Les TZR du 2nd degré seraient-ils les prochains concernés et pourraient ainsi se voir communiquer leurs affectations sur leur numéro personnel, du jour au lendemain ?
Comme toutes les politiques menées depuis plusieurs années en lien avec la réforme territoriale, ce fonctionnement conduira non seulement à une dégradation des conditions de travail des titulaires remplaçants du 1er et 2nd Degré, déjà mises à mal par le manque de personnels pour assurer une gestion efficace du remplacement.
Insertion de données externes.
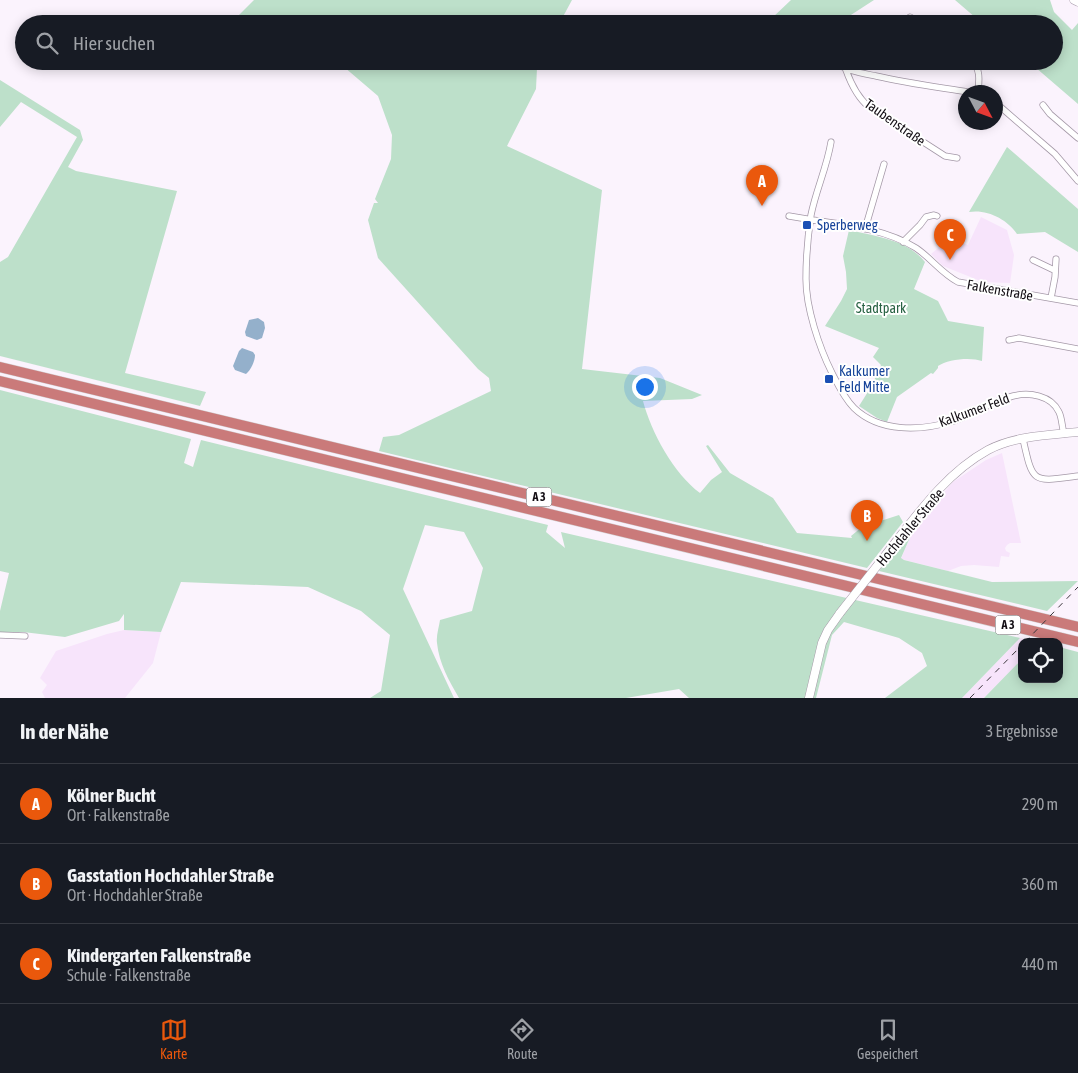 <!DOCTYPE html>
<html lang="de">
<head>
<meta charset="utf-8">
<style>
	:root { --surface:#171b24; --page:#20242c; --text:#f1f3f6; --muted:#9ea1a6; --line:#363941; --accent:#ea580c }
	body { margin:0; font-family:"Asap Condensed",sans-serif; background:var(--page); color:var(--text) }
	.controls { position:absolute; right:15px; bottom:15px; display:grid; overflow:hidden; border-radius:10px; box-shadow:0 2px 12px #0003 }
	.controls button { width:45px; height:45px; display:grid; place-items:center; padding:0; border:0; border-bottom:1px solid var(--line); background:var(--surface); color:var(--text); font:25px sans-serif }
	.compass { position:absolute; left:958px; top:85px; width:45px; height:45px; border-radius:50%; background:var(--surface); box-shadow:0 2px 12px #0003; rotate:131deg }
	.you { position:absolute; left:644px; top:386px; width:18px; height:18px; margin:-12px; border:4px solid #fff; border-radius:50%; background:#1a73e8; box-shadow:0 0 0 8px #1a73e833 }
	.badge { display:grid; place-items:center; width:32px; height:32px; border-radius:50%; background:var(--accent); color:#fff; font-size:16px; font-weight:700 }
	.pin { position:absolute; translate:-50% -41px; filter:drop-shadow(0 1px 2px #0008) }
	.pin::after { content:''; position:absolute; top:26px; width:18px; height:15px; background:inherit; clip-path:polygon(0 0,100% 0,50% 100%) }
	.list { margin:0; padding:0; list-style:none }
	h2 { display:flex; justify-content:space-between; align-items:center; height:65px; margin:0; padding:0 20px; font-size:21px }
	h2 small { font-size:16px; font-weight:400; color:var(--muted) }
	.list li { display:grid; grid-template-columns:32px 1fr auto; gap:15px; align-items:center; box-sizing:border-box; height:80px; padding:0 20px; border-top:1px solid var(--line) }
	.list b { display:block; font-size:19px; white-space:nowrap }
	.list p { margin:0; font-size:16px; white-space:nowrap; color:var(--muted) }
	.list em { font-size:16px; font-style:normal; color:var(--muted) }
	.icon { flex:none; width:28px; height:28px; fill:none; stroke:currentColor; stroke-width:2; stroke-linecap:round; stroke-linejoin:round }
	.map { position:relative; flex:none; width:1078px; height:698px; overflow:hidden }
	.search { position:absolute; background:var(--surface); box-shadow:0 2px 12px #0003; left:15px; right:15px; top:15px; height:55px; display:flex; align-items:center; gap:12px; box-sizing:border-box; padding:0 18px; border-radius:28px; color:var(--muted); font-size:19px }
	.sheet { height:305px; background:var(--surface) }
	nav { display:flex; justify-content:space-around; align-items:center; box-sizing:border-box; height:70px; border-top:1px solid var(--line); background:var(--surface); font-size:14px; color:var(--muted) }
	nav a { display:grid; justify-items:center; gap:2px }
	nav .on { color:var(--accent) }
	.map>svg:first-child { display:block }
	.built { fill:#f7e4fb }
	.green { fill:#bde0ca }
	.water { fill:#94b0cb }
	.lines { fill:none; stroke-linecap:round; stroke-linejoin:round }
	.minor-casing { stroke:#a498a7; stroke-width:7 }
	.secondary-casing { stroke:#a498a7; stroke-width:9 }
	.motorway-casing { stroke:#d5d4d5; stroke-width:11 }
	.minor { stroke:#fff; stroke-width:5.5 }
	.secondary { stroke:#fff; stroke-width:8 }
	.motorway { stroke:#ca7a7a; stroke-width:10 }
	.rail { stroke:#3b363c; stroke-width:1; stroke-dasharray:6 6; stroke-linecap:butt }
	.secondary-bridge-casing { stroke:#a498a7; stroke-width:9; stroke-linecap:butt }
	.secondary-bridge { stroke:#fff; stroke-width:8 }
	.transit-dot { fill:#1a4fb4; stroke:#fff; stroke-width:2 }
	.labels { text-anchor:middle; stroke-width:4; stroke-linejoin:round; paint-order:stroke }
	.shield { fill:#fff; stroke:#5a575b; stroke-width:1 }
	.shield-label { font-size:12px; font-weight:bold; fill:#140f15 }
	.street-label { font-size:14px; fill:#140f15; stroke:#fff }
	.transit-label { font-size:14px; fill:#164399; stroke:#fff; text-anchor:start }
	.park-label { font-size:14px; fill:#286243; stroke:#fff }
</style>
</head>
<body>
<div class="map">
<svg width="1078" height="698" viewBox="0 0 1078 698">
	<rect width="100%" height="100%" fill="#fbf3fd"/>
	<path class="built" d="M981,217L1007,230L1014,255L1010,283L983,282L943,266L931,254L950,238L968,245Z
		M1002,453L1021,543H1010L1007,545L1005,548L1006,551L1010,553L1009,557L1001,556L999,567L974,565L961,566L948,571L901,559L915,526L953,482L986,460Z
		M124,630L161,632L153,663L125,698H45L42,692L47,685L40,678L56,651L107,634Z
		M1020,638L1038,642H1022V659L984,698H962Z"/>
	<path class="green" d="M254,0H572L559,24H250L236,18Z
		M791,0H874L837,24H776L771,19Z
		M955,0H1050L1054,12L1072,30L1078,23V104L1028,61H1054V24H983Z
		M337,61H540L537,68L536,89L507,146L602,190L582,369L660,378L702,395L692,399L643,401C651,432 674,474 700,493L711,480L722,472L706,446L708,445L730,473L773,498L797,533L852,538L851,536L862,527L899,515L903,522L867,568L379,451L383,437L399,435L491,391L489,378L478,369L378,258L368,220L374,203H378L375,199L391,159L392,135L378,96Z
		M0,80L80,130L83,140L68,167L76,171L177,191L125,373L206,392L200,406L0,356V262L8,257L77,137L21,102L0,127Z
		M1007,147L1078,209V252L1045,232L1017,234C1007,219 987,209 969,212Z
		M849,230C875,236 908,240 925,262L914,289L938,301L948,321L984,327L982,361C971,357 948,359 938,366V368L933,374L931,373L897,397L887,422L877,418L859,406L871,387L881,365L873,357L879,348L825,326L841,301L847,289L846,272L843,256Z
		M0,390L191,439L184,463L193,467L201,440L548,525L546,532L565,548L561,532L1020,638L962,698H885L927,666L922,653L899,638L844,622L832,635L816,698H689L679,689L626,698H459C449,681 439,663 437,643C436,636 439,627 440,620L472,611L483,568L464,532L425,525L403,589L454,698H370L381,691L390,635L361,611L308,587L181,582L161,632L124,630V614L119,621L65,637L23,632H0V611L9,573L0,571Z
		M915,526L901,558L904,560L992,582L1078,581L1047,611L879,571Z
		M1059,647L1078,652V698H984L1022,659V679H1059Z"/>
	<path class="water" d="M258,318L264,322L265,328L262,338L257,340L246,336L245,332L249,320Z
		M242,348L253,352L255,355C255,361 251,370 246,374L235,370L233,366L239,351Z"/>
	<g class="lines">
		<defs>
			<path id="minor" d="M901,24L910,17L922,24
				M833,61C846,71 861,73 876,76C906,83 937,87 968,92
				M972,61C981,70 979,81 978,92
				M846,70C851,84 857,97 869,107L945,156L957,158
				M846,70L851,61
				M996,103L1055,154L1078,181
				M1043,105L1050,114L1078,138
				M831,142C827,167 816,190 811,215C808,235 806,258 806,279C806,308 819,347 832,373C838,385 844,398 854,408C880,433 921,431 954,421C974,414 992,401 1013,396C1029,392 1051,395 1059,412C1062,418 1062,427 1064,434
				M789,216C830,224 879,225 916,248C931,258 941,273 958,282L1078,303
				M865,229L884,164
				M903,242L920,225L926,217L934,215L937,216
				M1033,260L1054,270
				M1051,298L1055,277L1056,259
				M1009,340L1019,338L1078,349
				M1023,439C1033,484 1032,482 1078,476
				M0,635L25,636"/>
			<path id="secondary" d="M1074,0L1078,2
				M884,557C914,519 944,474 988,450C1015,436 1048,435 1078,432
				M809,698L822,643L828,630L840,613"/>
			<path id="motorway" d="M0,367L1078,627
				M0,381L1078,642"/>
		</defs>
		<use href="#minor" class="minor-casing"/>
		<use href="#secondary" class="secondary-casing"/>
		<use href="#motorway" class="motorway-casing"/>
		<use href="#minor" class="minor"/>
		<use href="#secondary" class="secondary"/>
		<use href="#motorway" class="motorway"/>
		<path class="rail" d="M1025,642L1078,587
			M970,698L1022,645"/>
		<defs>
			<path id="secondary-bridge" d="M840,613L884,557"/>
		</defs>
		<use href="#secondary-bridge" class="secondary-bridge-casing"/>
		<use href="#secondary-bridge" class="secondary-bridge"/>
	</g>
	<g class="transit-dot">
		<rect x="802" y="220" width="10" height="10" rx="2.5"/>
		<rect x="824" y="374" width="10" height="10" rx="2.5"/>
	</g>
	<g class="labels">
		<g class="shield">
			<rect x="526.5" y="487.5" width="25" height="19" rx="4"/>
			<rect x="995.5" y="615.5" width="25" height="19" rx="4"/>
		</g>
		<g class="shield-label">
			<text x="539" y="501">A 3</text>
			<text x="1008" y="629">A 3</text>
		</g>
		<g class="street-label">
			<text transform="translate(895 122) rotate(35)" y="5">Taubenstraße</text>
			<text transform="translate(1000 290) rotate(10)" y="5">Falkenstraße</text>
			<text transform="translate(974 410) rotate(-20)" y="5">Kalkumer Feld</text>
			<text transform="translate(910 527) rotate(-50)" y="5">Hochdahler Straße</text>
		</g>
		<g class="transit-label">
			<text x="817" y="230">Sperberweg</text>
			<text x="839" y="376">Kalkumer<tspan x="839" dy="16">Feld Mitte</tspan></text>
		</g>
		<g class="park-label">
			<text x="881" y="313">Stadtpark</text>
		</g>
	</g>
</svg>
<div class="controls">
<button><svg class="icon" aria-label="locate" viewBox="0 0 24 24"><circle cx="12" cy="12" r="6"/><path d="M12 2v4M12 18v4M2 12h4M18 12h4"/></svg></button>
</div>
<svg class="compass" viewBox="-18 -18 36 36"><path d="M0-13l5 13h-10z" fill="#e53935"/><path d="M0 13l5-13h-10z" fill="#9ea1a6"/></svg>
<div class="you"></div>
<div class="pin badge" style="left:762px;top:206px">A</div>
<div class="pin badge" style="left:867px;top:541px">B</div>
<div class="pin badge" style="left:950px;top:260px">C</div>
<div class="search"><svg class="icon" aria-label="search" viewBox="0 0 24 24"><circle cx="10" cy="10" r="6"/><path d="M15 15l6 6"/></svg>Hier suchen</div>
</div>
<section class="sheet">
<h2>In der Nähe<small>3 Ergebnisse</small></h2>
<ul class="list">
<li><span class="badge">A</span><div><b>Kölner Bucht</b><p>Ort · Falkenstraße</p></div><em>290 m</em></li>
<li><span class="badge">B</span><div><b>Gasstation Hochdahler Straße</b><p>Ort · Hochdahler Straße</p></div><em>360 m</em></li>
<li><span class="badge">C</span><div><b>Kindergarten Falkenstraße</b><p>Schule · Falkenstraße</p></div><em>440 m</em></li>
</ul>
</section>
<nav>
<a class="on"><svg class="icon" aria-label="map" viewBox="0 0 24 24"><path d="M3 6l6-2 6 2 6-2v14l-6 2-6-2-6 2zM9 4v14M15 6v14"/></svg>Karte</a>
<a><svg class="icon" aria-label="directions" viewBox="0 0 24 24"><path d="M12 3l9 9-9 9-9-9zM9 14v-3h6M13 9l2 2-2 2"/></svg>Route</a>
<a><svg class="icon" aria-label="saved" viewBox="0 0 24 24"><path d="M7 4h10v16l-5-4-5 4z"/></svg>Gespeichert</a>
</nav>
</body>
</html>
De même, faut-il aussi s’interroger et être très vigilant sur le maintien des emplois des personnels administratifs !
En parallèle, dans l’Académie de Versailles, le Rectorat prétend pallier les absences de personnels administratifs (liées au télétravail contraint, aux suppressions de postes) en créant un « chatbot », autrement dit « un agent virtuel » qui répondrait aux questions des personnels enseignants sur leur carrière...

Cette logique ouvre la voie à l’externalisation et la privatisation de toutes les missions exercées par des personnels administratifs fonctionnaires d’Etat.
Faut-il craindre qu’un grand nombre de postes administratifs soient menacés ?
L’expérimentation de privatisation d’un service public, même locale, suit trop souvent la même logique : financements publics réduits, dysfonctionnements croissants, exaspération des usagers, solutions privées.

Les réformes dans l’Éducation nationale comme dans la Fonction publique s’inscrivent très nettement dans cette logique de destruction qui affaiblit le système éducatif et les services publiques dans leur ensemble et accroît des inégalités déjà criantes : casse des statuts, mise en concurrence des personnels et des établissements, application des logiques du privé dans la gestion RH de l’Éducation nationale, recours accru aux contractuels, désengagement financier de l’État, gestion impersonnelle des carrières... La liste est longue !

Ce que veulent les personnels, c’est la création des postes nécessaires pour améliorer leurs conditions de travail. En réponse, le ministre accentue la privatisation de l’administration de l’Éducation nationale en prétendant remplacer les personnels par des robots.
Le ministère doit reculer sur ce dispositif honteux, humiliant et scandaleux. Il en va de notre dignité.

C’est pourquoi la FNEC FP-FO de la Somme agit à tous les niveaux et réaffirme ses revendications :
- Abandon de l’organisation expérimentale dite « ANDJARO ».
- Non à la privatisation du service public.
- Maintien de tous les emplois et recrutement de personnels sous statut.
- Respect du statut et amélioration des conditions de travail de tous les agents.